Pour qu’il ne soit pas pire que le mal, il faut que nos entreprises trouvent le moyen de dégager de bien meilleurs résultats, de gagner sérieusement en performance. Face à l’épidémie, et qui nous dit qu’elle est la dernière ?, l’entreprise compte autant, voire plus, que notre système de santé. 

Voici une réalité que nous avions oubliée. Une leçon du virus. 

Le socialisme c'est la redistribution ?

Dans un débat sur l’impôt, quelqu’un, qui se présentait comme « philosophe », expliquait que notre système politique était socialiste, sans le dire. L’impôt, c’était le vol. La redistribution était contre nature.

Idée intéressante. Il y a un évident manque de proportion entre ce que l’on gagne, et l’effort que l’on fait, voire la contribution que l’on apporte à la société. Même dans le domaine de l’entreprise, un petit patron est un quasi smicard, alors que le salaire d’un PDG salarié représente le chiffre d’affaires de dizaines de PME. D’ailleurs, il y a très peu d’entrepreneurs qui réussissent. Et lorsqu’ils arrivent à quelque-chose, c’est souvent la seconde génération (les Arnaud et les Pinault) qui deviennent très riches, ou leurs héritiers, qui ne sont que des rentiers. Il faudrait aussi se demander si le crime ne paie pas.

Le mécanisme de répartition monétaire étant déréglé, il semble donc dans notre intérêt collectif que l’on mette en place un système de redistribution, qui le corrige. Et ce que l’on se place sur le plan de la justice ou de l’efficacité (des gens très utiles sont peut-être en train de crever de faim, ou n’ont pas les moyens d’exprimer leur talent).

Crédit impôt recherche : hold up du siècle ?

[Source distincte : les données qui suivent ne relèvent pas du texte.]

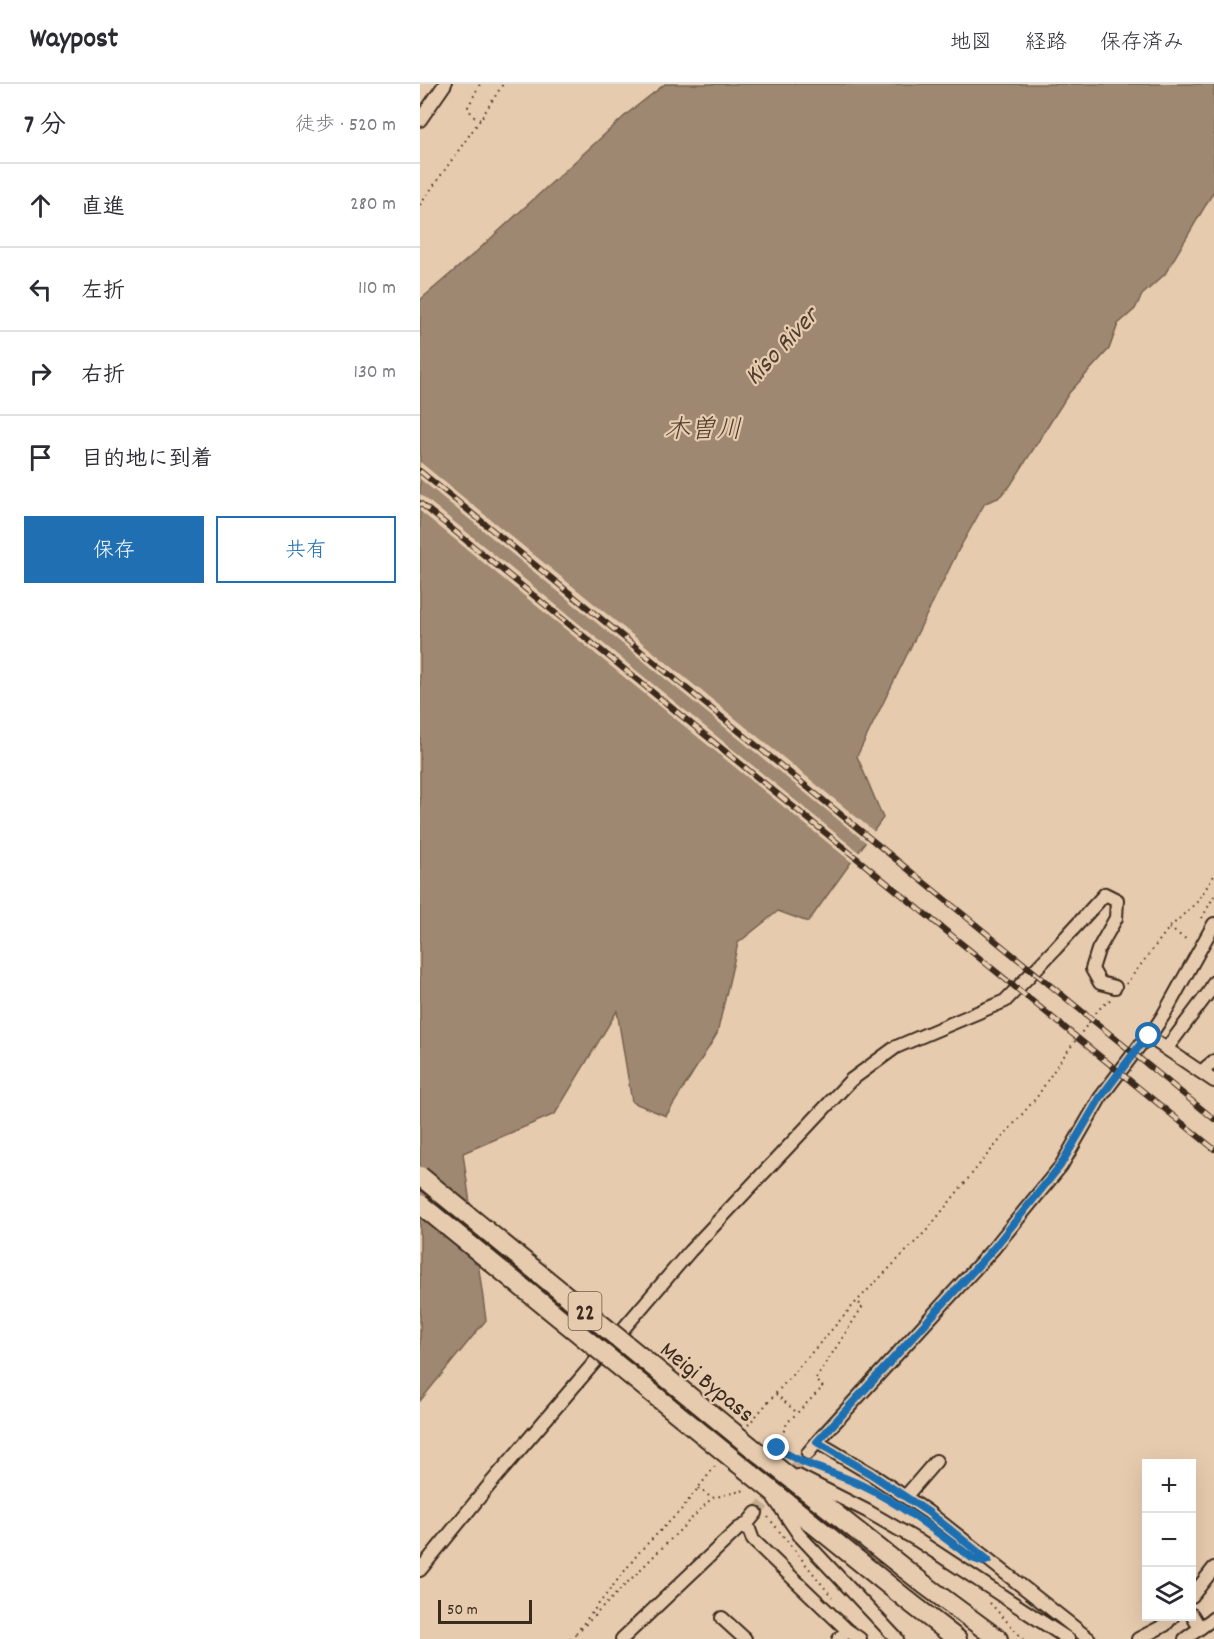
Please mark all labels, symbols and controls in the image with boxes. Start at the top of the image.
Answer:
text: Waypost [30,21,118,61]
text: 地図 [950,29,992,59]
text: 経路 [1025,29,1067,59]
text: 保存済み [1100,29,1184,59]
text: 7 分 [24,108,66,145]
text: 徒歩 · 520 m [295,112,396,140]
icon: ahead [24,189,57,222]
text: 280 m [350,191,396,219]
text: 直進 [81,193,125,224]
icon: left [24,273,57,306]
text: 110 m [358,275,396,303]
text: 左折 [81,277,125,308]
water label: Kiso River [737,298,831,395]
icon: right [24,357,57,390]
text: 130 m [354,359,396,387]
text: 右折 [81,361,125,392]
water label: 木曽川 [664,413,742,450]
icon: arrive [24,441,57,474]
text: 目的地に到着 [81,445,213,476]
button: 保存 [24,516,204,583]
button: 共有 [216,516,396,583]
route start [1135,1022,1161,1048]
road number: 22 [568,1292,602,1330]
street label: Meigi Bypass [651,1335,761,1432]
route end [763,1434,789,1460]
map controls [1142,1459,1196,1621]
button: + [1142,1459,1196,1513]
button: − [1142,1513,1196,1567]
button: layers [1142,1567,1196,1621]
scale bar [438,1597,532,1624]
text: 50 m [447,1599,478,1622]

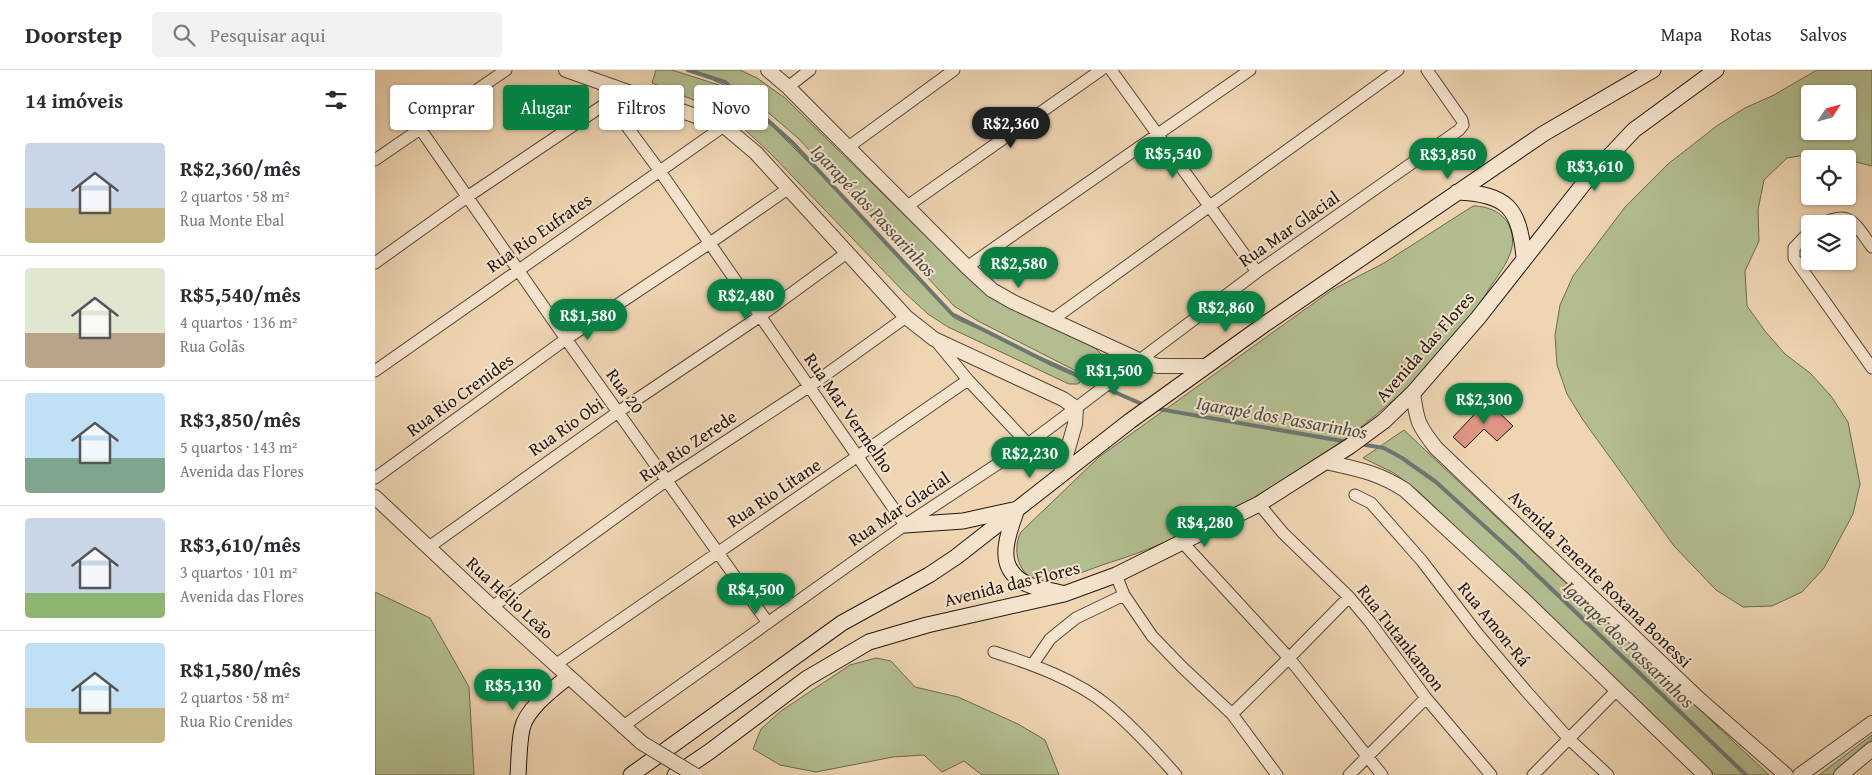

Le Crédit Impôt Recherche. Changement raté pour cause systémique ? 
Il a, au moins, un objectif, créer 18 à 25000 emplois dans la recherche en 10 ans. Mais le CIR, qui coûte 6md par an, n’a pas les effets escomptés. Gigantesque détournement de fonds publics ? Une part importante (20%) va vers des organismes qui aident à obtenir le dit crédit. Ensuite, on a massivement requalifié certains intitulés de postes pour se rendre éligible au CIR. Enfin, les, très grandes, entreprises qui en ont été les grandes bénéficiaires ont réduit leur investissement en recherche et développement ! Et beaucoup d’autres bénéficiaires ont des activités qui ne sont pas compatibles avec la recherche. 
Depuis que j’ai découvert le CIR, je ne crois pas qu’il vise à aider la recherche. Le mot « recherche » me semble plutôt là pour faire accepter le changement. La motivation de la mesure est, probablement, de donner de l’argent aux entreprises. Et ce parce que l’entreprises crée. Plus elle aura de moyens, plus l’économie sera prospère. Pourquoi n’y avait-on pas pensé plus tôt ? Parce que le monde n’est pas tel que le voit le QI négatif. Comme le disait encore cette semaine The Economist, les entreprises sont en phase d’auto destruction. Elles font monter la valeur de leurs actions en les achetant, et en fusionnant, de façon à produire des synergies. L’entreprise ne trouve pas des usages productifs à l’argent qu’on lui donne. Elle le distribue à ses actionnaires. Et si c’était cet état d’esprit qui devait changer ?

Allocations familiales

Le gouvernement veut faire varier le montant d’allocations familiales en fonction des revenus. A droite et à gauche, les hommes politiques s’opposent à la mesure. Bonne ou mauvaise mesure ?
  • C’est une spirale dangereuse disent les politiques. D’ordinaire c’est un argument qui m’agrée. Mais là, j’ai du mal à comprendre de quoi il s’agit. Les impôts me semblent aussi modulés en fonction des revenus, et personne n’y voit rien à redire. Mais j’ai peut-être raté quelque chose. En fait, j’ai un peu de mal à comprendre pourquoi on donnerait de l’argent à des gens qui ont des revenus élevés, pour l’entretien de leurs enfants. D’autant que les sommes sont ridicules en comparaison avec ce qu’ils gagnent. 
  • Efficacité économique. On nous dit qu’il faudrait une relance. Là, c’est le contraire. Certes. Mais puisque tout le monde veut faire des économies, y a-t-il d’autres idées plus efficaces ? 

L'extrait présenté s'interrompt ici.